======== Provided entries ========

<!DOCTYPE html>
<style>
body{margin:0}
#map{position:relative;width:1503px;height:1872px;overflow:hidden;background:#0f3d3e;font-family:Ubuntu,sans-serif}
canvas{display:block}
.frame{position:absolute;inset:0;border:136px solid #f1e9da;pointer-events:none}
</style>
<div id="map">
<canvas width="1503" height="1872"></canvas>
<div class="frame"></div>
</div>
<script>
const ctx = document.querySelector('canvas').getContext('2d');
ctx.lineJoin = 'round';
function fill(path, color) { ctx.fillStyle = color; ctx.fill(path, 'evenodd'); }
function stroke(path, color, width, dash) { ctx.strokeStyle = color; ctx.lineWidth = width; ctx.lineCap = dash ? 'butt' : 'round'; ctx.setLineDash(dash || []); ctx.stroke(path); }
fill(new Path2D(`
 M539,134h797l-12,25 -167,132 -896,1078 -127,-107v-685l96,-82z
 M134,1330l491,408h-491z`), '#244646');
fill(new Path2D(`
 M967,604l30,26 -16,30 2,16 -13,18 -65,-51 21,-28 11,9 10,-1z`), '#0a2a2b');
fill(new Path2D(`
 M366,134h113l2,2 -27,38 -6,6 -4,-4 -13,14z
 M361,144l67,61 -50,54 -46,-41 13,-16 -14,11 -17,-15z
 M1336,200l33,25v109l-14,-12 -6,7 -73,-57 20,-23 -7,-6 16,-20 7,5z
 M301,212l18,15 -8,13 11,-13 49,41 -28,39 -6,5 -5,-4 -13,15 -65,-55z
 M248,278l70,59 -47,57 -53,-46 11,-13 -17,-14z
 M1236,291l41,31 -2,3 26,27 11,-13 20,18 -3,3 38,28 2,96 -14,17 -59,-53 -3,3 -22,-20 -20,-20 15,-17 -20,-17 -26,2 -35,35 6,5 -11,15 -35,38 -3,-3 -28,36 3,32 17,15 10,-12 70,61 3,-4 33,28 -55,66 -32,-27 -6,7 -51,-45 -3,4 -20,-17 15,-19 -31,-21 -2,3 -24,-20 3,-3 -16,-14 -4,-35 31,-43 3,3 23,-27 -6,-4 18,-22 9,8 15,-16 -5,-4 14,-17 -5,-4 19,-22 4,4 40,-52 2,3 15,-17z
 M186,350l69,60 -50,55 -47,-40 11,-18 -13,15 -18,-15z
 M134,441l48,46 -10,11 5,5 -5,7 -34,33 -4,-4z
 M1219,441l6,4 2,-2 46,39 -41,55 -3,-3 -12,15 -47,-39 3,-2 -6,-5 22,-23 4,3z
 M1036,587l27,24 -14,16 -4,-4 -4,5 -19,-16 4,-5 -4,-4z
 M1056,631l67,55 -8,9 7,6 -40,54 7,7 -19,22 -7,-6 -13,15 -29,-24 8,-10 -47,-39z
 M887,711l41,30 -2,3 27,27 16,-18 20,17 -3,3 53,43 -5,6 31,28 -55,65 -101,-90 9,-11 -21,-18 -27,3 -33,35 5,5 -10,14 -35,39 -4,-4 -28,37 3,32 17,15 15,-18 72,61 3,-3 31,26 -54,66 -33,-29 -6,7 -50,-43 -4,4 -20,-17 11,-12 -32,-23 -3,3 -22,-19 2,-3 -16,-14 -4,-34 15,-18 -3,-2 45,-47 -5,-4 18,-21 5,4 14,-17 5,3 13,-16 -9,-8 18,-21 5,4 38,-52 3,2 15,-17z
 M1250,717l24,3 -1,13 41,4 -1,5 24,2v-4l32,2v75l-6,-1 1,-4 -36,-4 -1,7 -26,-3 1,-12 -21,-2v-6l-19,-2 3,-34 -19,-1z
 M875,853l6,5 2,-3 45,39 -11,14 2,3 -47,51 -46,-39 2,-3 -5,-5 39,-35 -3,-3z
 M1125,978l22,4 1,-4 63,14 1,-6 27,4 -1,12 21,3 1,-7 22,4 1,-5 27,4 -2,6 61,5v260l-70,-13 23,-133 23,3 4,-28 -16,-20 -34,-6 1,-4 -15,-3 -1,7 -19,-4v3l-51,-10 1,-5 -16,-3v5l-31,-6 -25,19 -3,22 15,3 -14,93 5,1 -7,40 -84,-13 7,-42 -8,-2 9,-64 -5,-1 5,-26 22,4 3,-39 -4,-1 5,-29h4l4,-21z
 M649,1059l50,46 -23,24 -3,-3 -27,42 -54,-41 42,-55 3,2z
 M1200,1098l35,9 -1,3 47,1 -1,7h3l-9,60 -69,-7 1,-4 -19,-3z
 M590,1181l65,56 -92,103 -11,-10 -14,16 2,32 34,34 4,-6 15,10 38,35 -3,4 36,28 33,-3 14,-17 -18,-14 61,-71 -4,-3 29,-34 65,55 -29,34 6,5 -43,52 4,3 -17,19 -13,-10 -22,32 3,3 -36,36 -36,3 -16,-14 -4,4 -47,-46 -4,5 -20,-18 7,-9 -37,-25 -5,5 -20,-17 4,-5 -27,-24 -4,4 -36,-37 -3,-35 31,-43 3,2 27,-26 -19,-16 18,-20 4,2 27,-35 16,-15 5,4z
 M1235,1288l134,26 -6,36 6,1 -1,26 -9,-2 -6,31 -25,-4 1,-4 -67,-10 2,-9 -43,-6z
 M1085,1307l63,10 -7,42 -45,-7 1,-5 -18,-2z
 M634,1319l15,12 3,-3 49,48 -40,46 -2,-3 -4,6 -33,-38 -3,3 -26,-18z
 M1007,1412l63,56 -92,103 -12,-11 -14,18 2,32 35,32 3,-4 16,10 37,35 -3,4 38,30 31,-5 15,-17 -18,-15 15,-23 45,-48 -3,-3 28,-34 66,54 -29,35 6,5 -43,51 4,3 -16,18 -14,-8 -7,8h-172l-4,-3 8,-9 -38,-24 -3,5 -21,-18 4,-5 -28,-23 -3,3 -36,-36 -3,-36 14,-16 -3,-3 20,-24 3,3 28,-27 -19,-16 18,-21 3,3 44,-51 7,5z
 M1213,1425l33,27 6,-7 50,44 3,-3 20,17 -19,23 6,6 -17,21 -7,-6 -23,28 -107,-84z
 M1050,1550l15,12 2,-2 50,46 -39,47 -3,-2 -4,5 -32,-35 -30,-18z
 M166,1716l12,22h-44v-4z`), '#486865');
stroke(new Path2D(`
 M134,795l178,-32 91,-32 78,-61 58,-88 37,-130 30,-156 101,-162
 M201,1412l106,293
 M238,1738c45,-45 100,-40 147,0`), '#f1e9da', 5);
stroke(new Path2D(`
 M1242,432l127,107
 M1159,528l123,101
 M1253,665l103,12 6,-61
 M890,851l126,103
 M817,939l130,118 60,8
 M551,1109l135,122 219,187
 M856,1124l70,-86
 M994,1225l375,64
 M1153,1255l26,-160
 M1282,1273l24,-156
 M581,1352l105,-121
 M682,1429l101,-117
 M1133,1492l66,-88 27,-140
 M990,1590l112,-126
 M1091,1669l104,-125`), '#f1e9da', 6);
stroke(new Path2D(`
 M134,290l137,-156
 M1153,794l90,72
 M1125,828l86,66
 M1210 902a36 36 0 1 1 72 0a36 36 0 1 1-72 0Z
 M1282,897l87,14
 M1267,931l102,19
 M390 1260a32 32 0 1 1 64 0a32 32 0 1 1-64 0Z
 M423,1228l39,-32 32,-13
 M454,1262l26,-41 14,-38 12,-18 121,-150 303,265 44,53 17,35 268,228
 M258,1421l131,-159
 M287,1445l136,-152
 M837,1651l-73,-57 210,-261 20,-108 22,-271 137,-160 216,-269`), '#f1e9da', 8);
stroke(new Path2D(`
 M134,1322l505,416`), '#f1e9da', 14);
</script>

========

Retype, exactly and only, the lines running from the one with "M1282,1273l24,-156" through the final line of the listing above.

 M1282,1273l24,-156
 M581,1352l105,-121
 M682,1429l101,-117
 M1133,1492l66,-88 27,-140
 M990,1590l112,-126
 M1091,1669l104,-125`), '#f1e9da', 6);
stroke(new Path2D(`
 M134,290l137,-156
 M1153,794l90,72
 M1125,828l86,66
 M1210 902a36 36 0 1 1 72 0a36 36 0 1 1-72 0Z
 M1282,897l87,14
 M1267,931l102,19
 M390 1260a32 32 0 1 1 64 0a32 32 0 1 1-64 0Z
 M423,1228l39,-32 32,-13
 M454,1262l26,-41 14,-38 12,-18 121,-150 303,265 44,53 17,35 268,228
 M258,1421l131,-159
 M287,1445l136,-152
 M837,1651l-73,-57 210,-261 20,-108 22,-271 137,-160 216,-269`), '#f1e9da', 8);
stroke(new Path2D(`
 M134,1322l505,416`), '#f1e9da', 14);
</script>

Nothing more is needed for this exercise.